Y solo así, quizá, todas las casualidades del mundo hubieran tomado sentido. 

The Red Notebook, mi libro/amuleto, presenta una serie de relatos cortos que narran casualidades comunes (según su amigo Enrique Vila-Matas, el germen de toda la obra austeriana) que evidencian el tejido inexplicable del tiempo, del mundo y de nosotros mismos. 

Otro de sus libros, La invención de la soledad, me hace querer ser escritor todos los días. En él abre la idea de la muerte como si de una granada china se tratara, y luego esparce su pulpa grisácea, por lo que yo siempre he imaginado que es un mapa de su propia historia, hecho de ladrillo:

“Un día hay vida […] Todo es como era, como será siempre. Pasa un día y otro […] Y entonces, de repente, aparece la muerte. El hombre deja escapar un pequeño suspiro, se desploma en el sillón y muere. Sucede de una forma tan repentina que no hay lugar para la reflexión; la mente no tiene tiempo de encontrar una palabra de consuelo. No nos queda otra cosa, la irreductible certeza de nuestra mortalidad”

También, en ese libro, cuando habla sobre los objetos que su padre dejó después de morir, Auster escribe una sola línea que, en gran parte, sostiene mi hacer fotográfico: 

“Los objetos son inertes y solo tienen significado en función de la vida que los emplea. Cuando esa vida termina, las cosas cambian, aunque permanezcan iguales.
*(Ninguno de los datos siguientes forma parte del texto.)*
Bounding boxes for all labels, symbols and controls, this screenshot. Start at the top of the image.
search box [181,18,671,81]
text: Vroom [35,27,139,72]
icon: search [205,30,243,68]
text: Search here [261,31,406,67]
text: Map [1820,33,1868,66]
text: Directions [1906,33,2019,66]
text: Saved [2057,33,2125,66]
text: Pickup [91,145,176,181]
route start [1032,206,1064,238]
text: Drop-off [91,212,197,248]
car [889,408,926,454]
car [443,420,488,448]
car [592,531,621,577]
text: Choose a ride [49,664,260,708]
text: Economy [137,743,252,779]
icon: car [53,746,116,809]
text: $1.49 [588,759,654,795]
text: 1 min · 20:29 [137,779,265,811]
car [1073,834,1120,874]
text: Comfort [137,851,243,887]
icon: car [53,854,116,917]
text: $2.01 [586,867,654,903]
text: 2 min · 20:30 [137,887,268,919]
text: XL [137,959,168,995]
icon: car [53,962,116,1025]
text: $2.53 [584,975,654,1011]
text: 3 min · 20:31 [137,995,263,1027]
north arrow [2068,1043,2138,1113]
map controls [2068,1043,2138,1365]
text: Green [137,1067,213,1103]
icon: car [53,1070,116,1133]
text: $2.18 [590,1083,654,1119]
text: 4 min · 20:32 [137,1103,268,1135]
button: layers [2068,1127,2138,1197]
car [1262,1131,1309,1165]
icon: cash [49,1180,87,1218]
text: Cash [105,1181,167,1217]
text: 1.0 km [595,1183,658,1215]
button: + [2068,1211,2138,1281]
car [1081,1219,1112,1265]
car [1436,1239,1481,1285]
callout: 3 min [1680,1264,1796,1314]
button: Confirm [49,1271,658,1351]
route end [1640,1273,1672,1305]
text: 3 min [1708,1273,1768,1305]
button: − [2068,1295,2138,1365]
Están y no están allí, como fantasmas tangibles, condenados a sobrevivir en un mundo al que ya no pertenecen”.

Los libros de Paul Auster han sido muchas veces el hilo conductor (o destructor) de mis amistades:

El día que mi amigo E me enseñó el final de un proyecto fotográfico y literario con el que buscaba comprender la muerte de su padre, yo pude hacer más que ir a Strand, buscar una copia de la Invención de la Soledad, y regalársela; mi amiga P me regaló Baumgartner y después no la vi nunca más; el primer libro que M me regaló siempre, fue la edición ilustrada de La Trilogía de Nueva York.

Auster fue siempre mi primera razón para ver el mundo, para caminarlo. Ciudad de Cristal cuenta cómo Daniel Quinn, un detective privado, investiga a un hombre llamado Peter Stillman. Al estudiar sus erráticos paseos por el Upper West Side de Manhattan, Quinn descubre que cada día ha escrito una letra con sus pasos sobre el mapa neoyorquino, escribiendo un mensaje oculto:

 “Era como hacer un dibujo en el aire con el dedo. La imagen desaparece a medida que la vas construyendo. No hay un resultado, ni una huella, ni una marca de lo que has hecho.

Caminar es la tinta, las calles, nuestra hoja de papel. Esa idea, más allá de los tintes policiacos, siempre está conmigo cuando camino en cualquier calle de cualquier ciudad. 

Solo por eso, el día que murió Paul Auster, caminé. 

Cruce el puente de Manhattan y su estruendo de metal y agua. 

Y no formé letras, sino una línea recta, luego impredecible.

Luego, en Park Slope, recta otra vez.

Un día hay vida, por ejemplo. 

Todo es como era, como será siempre.